Lokasi tanah yang aktanya diduga dipalsukan, berada di samping Universitas 17 Agustus 1945, Sunter, Jakarta. "Akta itu seolah-olah terjadi jual-beli antara Rudyono Darsono (pelapor) dan anaknya sendiri yaitu Michele Darsono," kata saksi fakta, Bambang Prabowo.
Tim Hukum dan penyidik Polda disebut telah mendapati bukti tidak adanya tandatangan Michele Darsono dan adanya coretan-coretan yang seolah-olah dari Rudyono Darsono.
Menurut Diana, Michele ketika itu sedang berada di Amerika Serikat (AS) sehingga tak memungkinkan untuk memberikan tandatangan.
Hal itu dibuktikan dengan paspor dan termasuk keterangan yang menyebut Michele sedang berada di AS guna mengenyam pendidikan. "Sudah dibuktikan ke majelis yang menyidangkan. Bukti sudah dikasih semua dan tidak ada tandatangannya ibu Michelle " ungkap Diana.
Dan secara tegas, Ibu Michelle Darsono menyatakan dalam kesaksiannya, bahwa beliau tidak pernah membeli saham Yayasan, apalagi membayarnya.
Karena saat transaksi itu terjadi, Michelle Darsono tidak berada di Indonesia.
Maka dipertanyakan, bagaimana akta yang tidak terdaftar pada Ditjen AHU kemenkumham itu bisa terbit, sedangkan pembeli yang disebutkan, menyatakan tidak pernah membeli objek yang disebutkan dalam akta tersebut, bahkan tidak pernah melihat atau mengetahui adanya akta tersebut apalagi memilikinya.
Di sisi lain, Bambang Prabowo, yang juga merupakan karyawan Tedja Widjaja, mengatakan bahwa dalam pembuatan Akta Nomor 20, notaris Otty tersebut, ia pernah diminta Tedja widjaja untuk memalsukan tandatangan Rudyono Darsono dan Michelle Darsono. Namun permintaan tersebut ditolak Bambang.
Sementara, Ketua Dewan Pembina Yayasan Perguruan Tinggi 17 Agustus 1945 Jakarta, Rudyono Darsono, turut mempertanyakan putusan Majelis Pengawas Notaris. Keputusan tersebut dinilainya merupakan preseden buruk.

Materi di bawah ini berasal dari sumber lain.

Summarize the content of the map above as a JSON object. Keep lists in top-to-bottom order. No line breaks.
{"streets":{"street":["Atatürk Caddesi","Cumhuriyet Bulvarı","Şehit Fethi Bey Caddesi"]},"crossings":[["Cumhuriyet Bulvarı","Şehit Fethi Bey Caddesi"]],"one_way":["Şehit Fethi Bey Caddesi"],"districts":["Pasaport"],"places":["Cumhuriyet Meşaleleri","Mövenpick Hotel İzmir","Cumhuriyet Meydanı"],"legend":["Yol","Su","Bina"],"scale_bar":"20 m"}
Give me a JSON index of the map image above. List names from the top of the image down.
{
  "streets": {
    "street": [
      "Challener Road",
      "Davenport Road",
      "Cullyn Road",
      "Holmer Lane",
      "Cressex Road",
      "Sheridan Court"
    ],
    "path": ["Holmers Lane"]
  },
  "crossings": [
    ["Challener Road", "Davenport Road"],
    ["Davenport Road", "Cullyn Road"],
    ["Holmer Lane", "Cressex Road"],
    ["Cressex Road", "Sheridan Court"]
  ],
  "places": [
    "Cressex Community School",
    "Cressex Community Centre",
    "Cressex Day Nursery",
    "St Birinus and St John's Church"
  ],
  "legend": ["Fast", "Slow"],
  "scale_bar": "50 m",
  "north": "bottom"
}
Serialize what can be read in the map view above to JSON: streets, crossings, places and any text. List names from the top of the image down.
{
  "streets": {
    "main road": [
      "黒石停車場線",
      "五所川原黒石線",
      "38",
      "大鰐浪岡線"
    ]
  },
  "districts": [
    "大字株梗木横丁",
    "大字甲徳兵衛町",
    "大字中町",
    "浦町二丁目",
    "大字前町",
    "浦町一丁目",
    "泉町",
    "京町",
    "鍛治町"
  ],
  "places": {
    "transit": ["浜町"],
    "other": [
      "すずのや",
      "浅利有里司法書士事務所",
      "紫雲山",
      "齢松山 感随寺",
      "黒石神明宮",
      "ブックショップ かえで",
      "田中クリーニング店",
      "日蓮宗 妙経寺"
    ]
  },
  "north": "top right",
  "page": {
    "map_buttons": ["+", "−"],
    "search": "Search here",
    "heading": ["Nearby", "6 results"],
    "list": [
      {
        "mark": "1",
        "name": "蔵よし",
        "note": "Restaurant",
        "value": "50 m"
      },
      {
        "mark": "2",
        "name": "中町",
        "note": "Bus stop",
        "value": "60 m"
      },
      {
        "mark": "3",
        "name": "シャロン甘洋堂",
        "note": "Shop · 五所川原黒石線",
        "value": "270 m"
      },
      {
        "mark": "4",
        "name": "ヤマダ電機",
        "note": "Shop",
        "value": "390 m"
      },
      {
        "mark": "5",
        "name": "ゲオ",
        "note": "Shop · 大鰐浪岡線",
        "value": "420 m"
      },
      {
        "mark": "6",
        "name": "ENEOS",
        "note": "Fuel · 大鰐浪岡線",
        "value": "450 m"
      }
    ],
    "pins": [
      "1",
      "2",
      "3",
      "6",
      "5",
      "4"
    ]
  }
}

"Kalau etika dan dugaan pemalsuan akta oleh seorang notaris, yang dilaporkan di anggap bukan ranahnya pengawas notaris, lalu ini menjadi ranahnya siapa? Ini menjadi sangat berbahaya untuk masa depan hukum Indonesia," kata Rudyono.
Keputusan ini, kata Rudyono, diyakini akan semakin memperkuat posisi mafia tanah dengan menggunakan aktaakta palsu dari oknum notaris nakal. Karena keputusan tersebut dinilainya sebagai cerminan bagaimana hukum dan birokrasi diduga begitu mudah dipermainkan dan diperdagangkan
"Dari pertama persidangan kami sudah sangat merasakan dugaan permainan hukum oleh beberapa hakim pengawas yang memimpin sidang. Sangat terlihat, mereka selalu mencari cara, celah hukum dengan pertanyaan yang tidak masuk akal seorang ahli hukum, sangat terkesan majelis pengawas justru seolah tidak mengerti proses kenotariatan" tuturnya.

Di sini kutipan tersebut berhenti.